I don't have any real intuition there, though in the past I think I have sampled to include all levels since problems may arise when not including all levels depending on the tool used, but that's not necessarily a good reason. I'd maybe suggest consulting with someone more well versed in survey sampling type of approaches for an alternative view.

But I came across this yesterday regarding Julia MixedModels, which sounds great, so maybe try it first! Though I'm not convinced entirely on it being faster than lme4, and I'd be concerned that one tool converges and another doesn't, it sounds like Julia worked well in their very large situation (millions with at least two random effects).

m-clark commented 2 years ago

Thanks for the link. I'll have to test both out compare. Do you know if there is a way to run the models and to have them calculate only what's necessary for the random effects estimates?

Not that I know of. If there is a hack, you might contact Bolker of lme4, he's pretty good about responding on SO and GitHub.

AdrianAntico commented 2 years ago

@m-clark I figured out a method for generating predictions for a couple of model structures thus far. The biggest data I was able to use, given a 256GB memory limit, is a 500m record data set, with two random effects: one with 50m levels and the second with 5m levels. Took 3.9 minutes to run and return the predictions. Do you think there would be some interest in that?

AdrianAntico commented 2 years ago

@m-clark I went ahead and submitted an issue to the lme4 github repo and tagged Bolker. I'll keep you posted about any responses, if you're interested.

m-clark commented 2 years ago

Definitely keep me posted, sounds great!

AdrianAntico commented 2 years ago

Here's a link to the issue. I shared the idea with some supporting materials.

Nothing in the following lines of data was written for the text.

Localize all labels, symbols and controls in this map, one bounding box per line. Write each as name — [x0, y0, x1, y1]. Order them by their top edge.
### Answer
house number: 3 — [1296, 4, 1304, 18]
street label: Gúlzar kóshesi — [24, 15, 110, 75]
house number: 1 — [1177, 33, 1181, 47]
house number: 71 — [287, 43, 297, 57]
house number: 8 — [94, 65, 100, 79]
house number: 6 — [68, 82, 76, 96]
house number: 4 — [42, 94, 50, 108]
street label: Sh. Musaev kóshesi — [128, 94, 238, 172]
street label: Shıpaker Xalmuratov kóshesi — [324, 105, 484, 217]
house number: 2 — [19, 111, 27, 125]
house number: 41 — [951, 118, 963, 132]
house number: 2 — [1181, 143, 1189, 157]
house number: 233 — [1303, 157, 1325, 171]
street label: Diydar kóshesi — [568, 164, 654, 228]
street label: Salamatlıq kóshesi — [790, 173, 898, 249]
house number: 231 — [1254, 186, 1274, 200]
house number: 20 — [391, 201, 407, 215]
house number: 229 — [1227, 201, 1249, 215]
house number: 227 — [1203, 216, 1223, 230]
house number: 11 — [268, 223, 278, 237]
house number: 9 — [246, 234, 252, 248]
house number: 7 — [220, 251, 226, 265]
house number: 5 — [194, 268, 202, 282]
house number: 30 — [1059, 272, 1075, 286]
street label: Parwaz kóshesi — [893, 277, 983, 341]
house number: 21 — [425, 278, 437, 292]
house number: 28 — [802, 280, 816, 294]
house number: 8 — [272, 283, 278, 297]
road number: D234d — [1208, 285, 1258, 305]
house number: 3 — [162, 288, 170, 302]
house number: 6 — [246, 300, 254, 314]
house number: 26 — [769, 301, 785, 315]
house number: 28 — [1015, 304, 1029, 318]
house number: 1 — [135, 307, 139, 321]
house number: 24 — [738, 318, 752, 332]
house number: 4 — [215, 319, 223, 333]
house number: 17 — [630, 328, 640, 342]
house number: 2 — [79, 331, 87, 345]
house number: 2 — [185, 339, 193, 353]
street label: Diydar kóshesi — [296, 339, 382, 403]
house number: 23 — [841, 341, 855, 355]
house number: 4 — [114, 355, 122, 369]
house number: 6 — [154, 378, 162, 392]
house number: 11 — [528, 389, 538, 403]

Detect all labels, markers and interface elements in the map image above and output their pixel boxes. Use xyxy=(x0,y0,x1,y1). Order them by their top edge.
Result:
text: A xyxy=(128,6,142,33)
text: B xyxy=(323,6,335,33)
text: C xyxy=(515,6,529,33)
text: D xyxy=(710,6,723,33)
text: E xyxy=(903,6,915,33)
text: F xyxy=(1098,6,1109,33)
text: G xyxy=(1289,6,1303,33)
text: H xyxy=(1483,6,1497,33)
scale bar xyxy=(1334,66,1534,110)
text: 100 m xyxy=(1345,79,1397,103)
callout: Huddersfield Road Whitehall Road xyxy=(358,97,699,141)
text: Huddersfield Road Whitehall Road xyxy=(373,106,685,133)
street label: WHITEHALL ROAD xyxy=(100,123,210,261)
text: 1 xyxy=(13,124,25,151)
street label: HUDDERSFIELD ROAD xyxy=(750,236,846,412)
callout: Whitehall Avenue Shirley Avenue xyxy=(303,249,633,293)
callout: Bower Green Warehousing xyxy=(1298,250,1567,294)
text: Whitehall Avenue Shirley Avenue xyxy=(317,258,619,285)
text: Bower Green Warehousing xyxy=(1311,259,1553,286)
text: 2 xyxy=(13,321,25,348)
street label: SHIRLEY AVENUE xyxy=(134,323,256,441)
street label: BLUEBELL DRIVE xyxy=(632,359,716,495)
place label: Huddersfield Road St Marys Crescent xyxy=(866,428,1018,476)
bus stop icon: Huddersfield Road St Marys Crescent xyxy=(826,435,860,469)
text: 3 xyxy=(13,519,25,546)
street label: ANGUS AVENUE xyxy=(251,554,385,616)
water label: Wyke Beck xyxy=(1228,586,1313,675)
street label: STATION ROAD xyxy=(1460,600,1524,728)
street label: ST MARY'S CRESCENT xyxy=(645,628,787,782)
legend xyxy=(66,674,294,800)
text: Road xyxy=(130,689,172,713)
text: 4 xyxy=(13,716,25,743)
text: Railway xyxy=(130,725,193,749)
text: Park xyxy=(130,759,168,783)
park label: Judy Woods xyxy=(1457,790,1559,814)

https://github.com/lme4/lme4/issues/696

bbolker commented 2 years ago

I am interested in issues of performance on large data sets (despite my lack of interest in incorporating the particular proposal in the lme4 package). I would be happy to work on developing a list of references/pointers to go in the GLMM FAQ if that is an appropriate venue, or elsewhere ...

From the questions above it seems you are most interested in fast fitting/inference on in-memory data, rather than recipes that will handle out-of-memory data (map/reduce etc.), typically with a corresponding cost in time ...

Some possibly interesting references:


Gao, Katelyn. “Scalable Estimation and Inference for Massive Linear Mixed Models with Crossed Random Effects.” PhD Thesis, Stanford University, 2017. https://statweb.stanford.edu/~owen/students/KatelynGaoThesis.pdf.

Gao, Katelyn, and Art Owen. “Efficient Moment Calculations for Variance Components in Large Unbalanced Crossed Random Effects Models.” Electronic Journal of Statistics 11, no. 1 (2017): 1235–96. https://doi.org/10.1214/17-EJS1236.

Gao, Katelyn, and Art B. Owen. “Estimation and Inference for Very Large Linear Mixed Effects Models.” Statistica Sinica, 2020. https://doi.org/10.5705/ss.202018.0029.

“Diamond: Python Solver for Mixed-Effects Models.” Python. 2017. Reprint, Stitch Fix Technology, September 20, 2017. https://github.com/stitchfix/diamond.

Sweetser, Tim, and Aaron Bradley. “Diamond Part II: Stitch Fix Technology.” Stitch Fix Technology: Multithreaded, August 7, 2017. https://multithreaded.stitchfix.com/blog/2017/08/07/diamond2/.

AdrianAntico commented 2 years ago

My thinking is that fast inference can open doors for mixed effects frameworks that don't exist today. Consider the "Follow the Regularization Leader" modeling framework that Google and others have. I would think mixed effects frameworks could be beneficial to systems like these. Considering how much revenue is generated in the world of ad tech, I would think there would be some research dollars behind exploring these methods (assuming they haven't already).

The distributed computing aspect sounds interesting. I would think something like that would be needed to run a model, such as, predicting the effects of covid vaccinations on people.

Anyway, thanks for the references. I'm going to dig into them and see what kind of performance improvements I squeeze out of them.